Mais il y a d’autres causes à la passion déchaînée rancunière contre Tamimi. (Le Ministre de l’Education, Naftali Bennett : « elle doit terminer sa vie en prison »). La fille de Nabi Saleh a cassé quelques mythes israéliens. Le pire de tous, elle a osé abîmer le mythe israélien de la masculinité. Aussitôt, il en ressort que le soldat héroïque, qui veille sur nous jour et nuit avec audace et courage, fait front à une petite fille aux mains vides. Que va t- il advenir de notre machisme et de notre testostérone (hormone masculine !),que Tamimi a cassé si facilement?

Tout à coup, les Israéliens se sont vus en face du cruel ennemi à qui ils font front : une petite fille aux cheveux frisés âgée de 16 ans. Toute la diabolisation et déshumanisation des médias flatteurs se font voler en éclat devant une petite fille avec un pull bleu.

Les Israéliens ont perdu la tête. Ce n’est pas ce que l’on a voulu. Ils sont habitués à entendre parler des terroristes, de terreur et de comportements criminels. Il est difficile d’accuser Ahed Tamimi de tout cela : elle n’avait même pas de paires de ciseaux entre les mains. Où la cruauté palestinienne est-elle ? Où le danger est-il ? Où est le mal ?C’est pour perdre la tête.

Tout à coup, on recommence à brouiller les cartes : par un moment étranger, l’ennemi semble si humain. Naturellement, on peut avoir confiance enversles machines de propagande et de lavage de cerveau israéliennes, si efficientes, pour dénigrer tout de suite Tamimi. Elle sera aussi étiquetée de cruelle terroriste née pour tuer; on dira qu’elle n’a pas de motifs justifiés et que rien dans son environnement n’explique son comportement.

Ahed Tamimi est une héroïne, une héroïne palestinienne. Elle a réussi à rendre fou les Israéliens. Qu’est-ce que diront les correspondants militaires, les provocateurs de la droite et les experts en sécurité ? À quoi servent-elles les 8200, Oketz, Duvdevan, Kfir et toutes ces unités spéciales si à la fin du jour, les FDI font front à une population civile sans défense qui est rassasiée de l’occupation, incarnée par une fille d’un keffiyeh sur les épaules ?
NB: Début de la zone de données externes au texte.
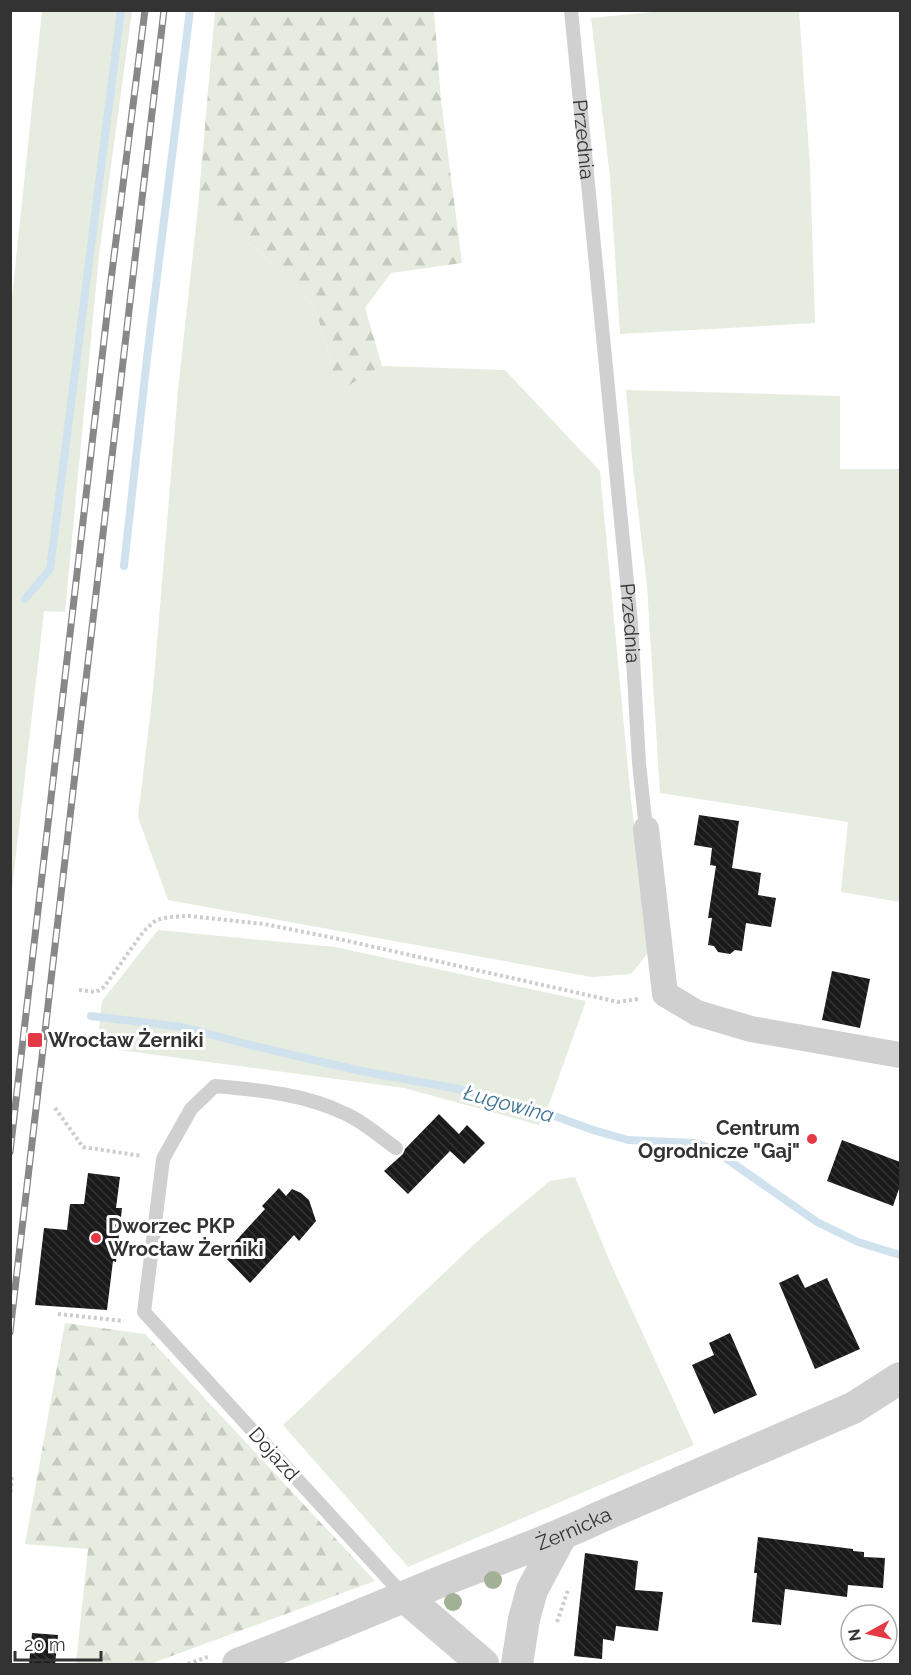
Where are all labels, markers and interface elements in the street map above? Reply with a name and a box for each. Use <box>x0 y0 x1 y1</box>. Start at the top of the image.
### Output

Si seulement il y en avait plusieurs comme elle. Peut-être des filles comme elle seront capables d’agiter les esprits des Israéliens. Peut-être l’intifada des gifles triompherait où toutes les autres méthodes de résistance, violente et non violente, ont échoué.

Pendant ce temps, Israël a réagi de la seule manière qu’elle connait : la séquestration nocturne de sa maison,en l’arrêtant avec sa mère. Mais dans le plus profond de son cœur, chaque Israélien honnête sait qui a une raison et qui d’eux n’en n’a pas, mais aussi qui est le fort et qui est le faible. Le soldat armé des pieds à la tête qui envahit une maison qui ne lui appartient pas, ou la fille désarmée qui défend son foyer et son honneur perdu de ses mains nues, par une gifle?